▶ [TRY IT] Word for word, copy all of the entries.

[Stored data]
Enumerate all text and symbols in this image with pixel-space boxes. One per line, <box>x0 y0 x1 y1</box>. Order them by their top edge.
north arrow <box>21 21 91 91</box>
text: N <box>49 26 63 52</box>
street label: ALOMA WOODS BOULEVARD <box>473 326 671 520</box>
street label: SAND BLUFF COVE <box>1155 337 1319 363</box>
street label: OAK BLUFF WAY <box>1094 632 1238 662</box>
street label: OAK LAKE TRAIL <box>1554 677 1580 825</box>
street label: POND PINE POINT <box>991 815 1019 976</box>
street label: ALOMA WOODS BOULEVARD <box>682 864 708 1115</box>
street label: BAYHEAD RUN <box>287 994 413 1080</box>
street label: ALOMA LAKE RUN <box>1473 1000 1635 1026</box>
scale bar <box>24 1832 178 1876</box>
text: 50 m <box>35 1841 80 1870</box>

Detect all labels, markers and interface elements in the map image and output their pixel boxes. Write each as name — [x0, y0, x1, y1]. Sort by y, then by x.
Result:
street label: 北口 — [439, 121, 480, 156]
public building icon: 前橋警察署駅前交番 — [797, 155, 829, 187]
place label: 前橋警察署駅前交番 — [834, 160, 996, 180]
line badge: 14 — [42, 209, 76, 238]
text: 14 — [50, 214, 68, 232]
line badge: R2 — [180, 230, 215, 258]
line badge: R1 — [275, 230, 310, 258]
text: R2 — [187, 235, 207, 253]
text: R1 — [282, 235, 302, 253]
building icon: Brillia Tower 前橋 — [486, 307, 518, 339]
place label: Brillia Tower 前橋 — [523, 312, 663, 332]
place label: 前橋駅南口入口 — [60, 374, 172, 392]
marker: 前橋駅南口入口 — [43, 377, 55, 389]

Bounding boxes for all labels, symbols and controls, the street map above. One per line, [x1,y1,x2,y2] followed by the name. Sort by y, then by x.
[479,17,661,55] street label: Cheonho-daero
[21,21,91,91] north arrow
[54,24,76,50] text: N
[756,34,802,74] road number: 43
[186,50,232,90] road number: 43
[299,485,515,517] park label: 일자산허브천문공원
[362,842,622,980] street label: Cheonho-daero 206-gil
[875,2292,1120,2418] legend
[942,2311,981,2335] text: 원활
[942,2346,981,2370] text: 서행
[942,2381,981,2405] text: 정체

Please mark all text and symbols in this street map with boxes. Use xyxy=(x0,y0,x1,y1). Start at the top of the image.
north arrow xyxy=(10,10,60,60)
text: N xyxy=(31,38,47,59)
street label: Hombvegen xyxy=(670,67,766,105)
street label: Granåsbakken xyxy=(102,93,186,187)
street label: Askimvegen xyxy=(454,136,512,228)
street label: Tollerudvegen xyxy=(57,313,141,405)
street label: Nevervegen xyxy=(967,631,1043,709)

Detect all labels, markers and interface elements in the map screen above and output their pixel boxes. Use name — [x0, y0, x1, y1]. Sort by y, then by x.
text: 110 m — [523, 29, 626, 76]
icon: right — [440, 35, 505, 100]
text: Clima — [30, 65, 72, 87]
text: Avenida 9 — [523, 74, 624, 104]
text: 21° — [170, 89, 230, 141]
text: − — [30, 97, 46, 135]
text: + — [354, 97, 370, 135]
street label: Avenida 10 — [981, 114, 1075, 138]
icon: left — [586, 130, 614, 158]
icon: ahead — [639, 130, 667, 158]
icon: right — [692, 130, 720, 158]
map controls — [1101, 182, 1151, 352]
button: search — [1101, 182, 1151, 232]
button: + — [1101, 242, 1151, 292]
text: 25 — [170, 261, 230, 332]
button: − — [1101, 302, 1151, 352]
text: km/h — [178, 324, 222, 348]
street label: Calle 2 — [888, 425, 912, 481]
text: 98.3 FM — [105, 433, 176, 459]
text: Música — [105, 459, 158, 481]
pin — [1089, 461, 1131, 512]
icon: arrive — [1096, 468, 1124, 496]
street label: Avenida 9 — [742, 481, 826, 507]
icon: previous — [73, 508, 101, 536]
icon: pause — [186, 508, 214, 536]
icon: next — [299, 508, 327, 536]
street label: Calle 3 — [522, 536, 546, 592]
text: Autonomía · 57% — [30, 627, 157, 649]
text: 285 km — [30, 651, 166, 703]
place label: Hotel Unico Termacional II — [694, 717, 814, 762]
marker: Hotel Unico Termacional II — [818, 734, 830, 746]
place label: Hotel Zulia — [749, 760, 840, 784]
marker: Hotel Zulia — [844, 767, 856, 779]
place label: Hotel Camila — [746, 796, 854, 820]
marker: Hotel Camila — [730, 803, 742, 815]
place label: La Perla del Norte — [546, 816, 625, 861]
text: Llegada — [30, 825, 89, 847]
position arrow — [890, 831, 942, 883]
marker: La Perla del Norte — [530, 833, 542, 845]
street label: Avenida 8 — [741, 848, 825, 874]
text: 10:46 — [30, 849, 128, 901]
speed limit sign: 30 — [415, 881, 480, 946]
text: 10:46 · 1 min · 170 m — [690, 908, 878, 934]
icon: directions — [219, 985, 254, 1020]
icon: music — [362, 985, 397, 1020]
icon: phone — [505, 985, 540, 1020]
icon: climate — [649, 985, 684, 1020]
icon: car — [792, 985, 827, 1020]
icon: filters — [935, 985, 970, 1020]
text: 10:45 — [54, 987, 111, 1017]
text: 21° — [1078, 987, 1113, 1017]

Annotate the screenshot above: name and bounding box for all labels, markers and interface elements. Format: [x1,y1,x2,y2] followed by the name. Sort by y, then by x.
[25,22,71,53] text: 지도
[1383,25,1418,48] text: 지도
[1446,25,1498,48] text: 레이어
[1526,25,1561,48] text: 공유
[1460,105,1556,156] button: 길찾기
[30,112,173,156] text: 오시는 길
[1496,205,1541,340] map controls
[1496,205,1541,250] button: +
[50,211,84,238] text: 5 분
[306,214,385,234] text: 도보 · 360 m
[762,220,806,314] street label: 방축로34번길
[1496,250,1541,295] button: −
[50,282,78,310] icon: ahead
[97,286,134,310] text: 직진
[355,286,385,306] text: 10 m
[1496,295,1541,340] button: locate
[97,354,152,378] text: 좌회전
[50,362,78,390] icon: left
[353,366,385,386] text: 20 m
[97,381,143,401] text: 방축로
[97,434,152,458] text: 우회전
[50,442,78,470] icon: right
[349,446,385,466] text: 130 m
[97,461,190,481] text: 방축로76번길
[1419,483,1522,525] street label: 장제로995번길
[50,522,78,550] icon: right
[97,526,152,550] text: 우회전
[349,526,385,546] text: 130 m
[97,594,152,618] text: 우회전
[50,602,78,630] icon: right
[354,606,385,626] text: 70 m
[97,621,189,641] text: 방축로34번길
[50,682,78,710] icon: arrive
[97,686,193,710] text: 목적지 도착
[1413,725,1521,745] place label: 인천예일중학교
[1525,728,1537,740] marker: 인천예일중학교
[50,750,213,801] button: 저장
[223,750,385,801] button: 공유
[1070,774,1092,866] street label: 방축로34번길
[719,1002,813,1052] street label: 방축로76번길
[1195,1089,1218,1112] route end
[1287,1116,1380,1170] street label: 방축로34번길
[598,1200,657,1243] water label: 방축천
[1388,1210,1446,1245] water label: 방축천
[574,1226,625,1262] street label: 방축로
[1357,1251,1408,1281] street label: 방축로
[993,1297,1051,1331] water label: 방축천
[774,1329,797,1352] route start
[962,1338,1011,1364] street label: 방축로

▶ [ANSWER TO THIS EXERCISE]
Enumerate all text and symbols in this image with pixel-space boxes. One per line, <box>x0 y0 x1 y1</box>. Order them by their top edge.
north arrow <box>21 21 91 91</box>
text: N <box>49 26 63 52</box>
street label: ALOMA WOODS BOULEVARD <box>473 326 671 520</box>
street label: SAND BLUFF COVE <box>1155 337 1319 363</box>
street label: OAK BLUFF WAY <box>1094 632 1238 662</box>
street label: OAK LAKE TRAIL <box>1554 677 1580 825</box>
street label: POND PINE POINT <box>991 815 1019 976</box>
street label: ALOMA WOODS BOULEVARD <box>682 864 708 1115</box>
street label: BAYHEAD RUN <box>287 994 413 1080</box>
street label: ALOMA LAKE RUN <box>1473 1000 1635 1026</box>
scale bar <box>24 1832 178 1876</box>
text: 50 m <box>35 1841 80 1870</box>

Detect all labels, markers and interface elements in the map image and output their pixel boxes. Write each as name — [x0, y0, x1, y1]. Sort by y, then by x.
Result:
street label: 北口 — [439, 121, 480, 156]
public building icon: 前橋警察署駅前交番 — [797, 155, 829, 187]
place label: 前橋警察署駅前交番 — [834, 160, 996, 180]
line badge: 14 — [42, 209, 76, 238]
text: 14 — [50, 214, 68, 232]
line badge: R2 — [180, 230, 215, 258]
line badge: R1 — [275, 230, 310, 258]
text: R2 — [187, 235, 207, 253]
text: R1 — [282, 235, 302, 253]
building icon: Brillia Tower 前橋 — [486, 307, 518, 339]
place label: Brillia Tower 前橋 — [523, 312, 663, 332]
place label: 前橋駅南口入口 — [60, 374, 172, 392]
marker: 前橋駅南口入口 — [43, 377, 55, 389]

Bounding boxes for all labels, symbols and controls, the street map above. One per line, [x1,y1,x2,y2] followed by the name. Sort by y, then by x.
[479,17,661,55] street label: Cheonho-daero
[21,21,91,91] north arrow
[54,24,76,50] text: N
[756,34,802,74] road number: 43
[186,50,232,90] road number: 43
[299,485,515,517] park label: 일자산허브천문공원
[362,842,622,980] street label: Cheonho-daero 206-gil
[875,2292,1120,2418] legend
[942,2311,981,2335] text: 원활
[942,2346,981,2370] text: 서행
[942,2381,981,2405] text: 정체

Please mark all text and symbols in this street map with boxes. Use xyxy=(x0,y0,x1,y1). Start at the top of the image.
north arrow xyxy=(10,10,60,60)
text: N xyxy=(31,38,47,59)
street label: Hombvegen xyxy=(670,67,766,105)
street label: Granåsbakken xyxy=(102,93,186,187)
street label: Askimvegen xyxy=(454,136,512,228)
street label: Tollerudvegen xyxy=(57,313,141,405)
street label: Nevervegen xyxy=(967,631,1043,709)

Detect all labels, markers and interface elements in the map screen above and output their pixel boxes. Use name — [x0, y0, x1, y1]. Sort by y, then by x.
text: 110 m — [523, 29, 626, 76]
icon: right — [440, 35, 505, 100]
text: Clima — [30, 65, 72, 87]
text: Avenida 9 — [523, 74, 624, 104]
text: 21° — [170, 89, 230, 141]
text: − — [30, 97, 46, 135]
text: + — [354, 97, 370, 135]
street label: Avenida 10 — [981, 114, 1075, 138]
icon: left — [586, 130, 614, 158]
icon: ahead — [639, 130, 667, 158]
icon: right — [692, 130, 720, 158]
map controls — [1101, 182, 1151, 352]
button: search — [1101, 182, 1151, 232]
button: + — [1101, 242, 1151, 292]
text: 25 — [170, 261, 230, 332]
button: − — [1101, 302, 1151, 352]
text: km/h — [178, 324, 222, 348]
street label: Calle 2 — [888, 425, 912, 481]
text: 98.3 FM — [105, 433, 176, 459]
text: Música — [105, 459, 158, 481]
pin — [1089, 461, 1131, 512]
icon: arrive — [1096, 468, 1124, 496]
street label: Avenida 9 — [742, 481, 826, 507]
icon: previous — [73, 508, 101, 536]
icon: pause — [186, 508, 214, 536]
icon: next — [299, 508, 327, 536]
street label: Calle 3 — [522, 536, 546, 592]
text: Autonomía · 57% — [30, 627, 157, 649]
text: 285 km — [30, 651, 166, 703]
place label: Hotel Unico Termacional II — [694, 717, 814, 762]
marker: Hotel Unico Termacional II — [818, 734, 830, 746]
place label: Hotel Zulia — [749, 760, 840, 784]
marker: Hotel Zulia — [844, 767, 856, 779]
place label: Hotel Camila — [746, 796, 854, 820]
marker: Hotel Camila — [730, 803, 742, 815]
place label: La Perla del Norte — [546, 816, 625, 861]
text: Llegada — [30, 825, 89, 847]
position arrow — [890, 831, 942, 883]
marker: La Perla del Norte — [530, 833, 542, 845]
street label: Avenida 8 — [741, 848, 825, 874]
text: 10:46 — [30, 849, 128, 901]
speed limit sign: 30 — [415, 881, 480, 946]
text: 10:46 · 1 min · 170 m — [690, 908, 878, 934]
icon: directions — [219, 985, 254, 1020]
icon: music — [362, 985, 397, 1020]
icon: phone — [505, 985, 540, 1020]
icon: climate — [649, 985, 684, 1020]
icon: car — [792, 985, 827, 1020]
icon: filters — [935, 985, 970, 1020]
text: 10:45 — [54, 987, 111, 1017]
text: 21° — [1078, 987, 1113, 1017]

Annotate the screenshot above: name and bounding box for all labels, markers and interface elements. Format: [x1,y1,x2,y2] followed by the name. Sort by y, then by x.
[25,22,71,53] text: 지도
[1383,25,1418,48] text: 지도
[1446,25,1498,48] text: 레이어
[1526,25,1561,48] text: 공유
[1460,105,1556,156] button: 길찾기
[30,112,173,156] text: 오시는 길
[1496,205,1541,340] map controls
[1496,205,1541,250] button: +
[50,211,84,238] text: 5 분
[306,214,385,234] text: 도보 · 360 m
[762,220,806,314] street label: 방축로34번길
[1496,250,1541,295] button: −
[50,282,78,310] icon: ahead
[97,286,134,310] text: 직진
[355,286,385,306] text: 10 m
[1496,295,1541,340] button: locate
[97,354,152,378] text: 좌회전
[50,362,78,390] icon: left
[353,366,385,386] text: 20 m
[97,381,143,401] text: 방축로
[97,434,152,458] text: 우회전
[50,442,78,470] icon: right
[349,446,385,466] text: 130 m
[97,461,190,481] text: 방축로76번길
[1419,483,1522,525] street label: 장제로995번길
[50,522,78,550] icon: right
[97,526,152,550] text: 우회전
[349,526,385,546] text: 130 m
[97,594,152,618] text: 우회전
[50,602,78,630] icon: right
[354,606,385,626] text: 70 m
[97,621,189,641] text: 방축로34번길
[50,682,78,710] icon: arrive
[97,686,193,710] text: 목적지 도착
[1413,725,1521,745] place label: 인천예일중학교
[1525,728,1537,740] marker: 인천예일중학교
[50,750,213,801] button: 저장
[223,750,385,801] button: 공유
[1070,774,1092,866] street label: 방축로34번길
[719,1002,813,1052] street label: 방축로76번길
[1195,1089,1218,1112] route end
[1287,1116,1380,1170] street label: 방축로34번길
[598,1200,657,1243] water label: 방축천
[1388,1210,1446,1245] water label: 방축천
[574,1226,625,1262] street label: 방축로
[1357,1251,1408,1281] street label: 방축로
[993,1297,1051,1331] water label: 방축천
[774,1329,797,1352] route start
[962,1338,1011,1364] street label: 방축로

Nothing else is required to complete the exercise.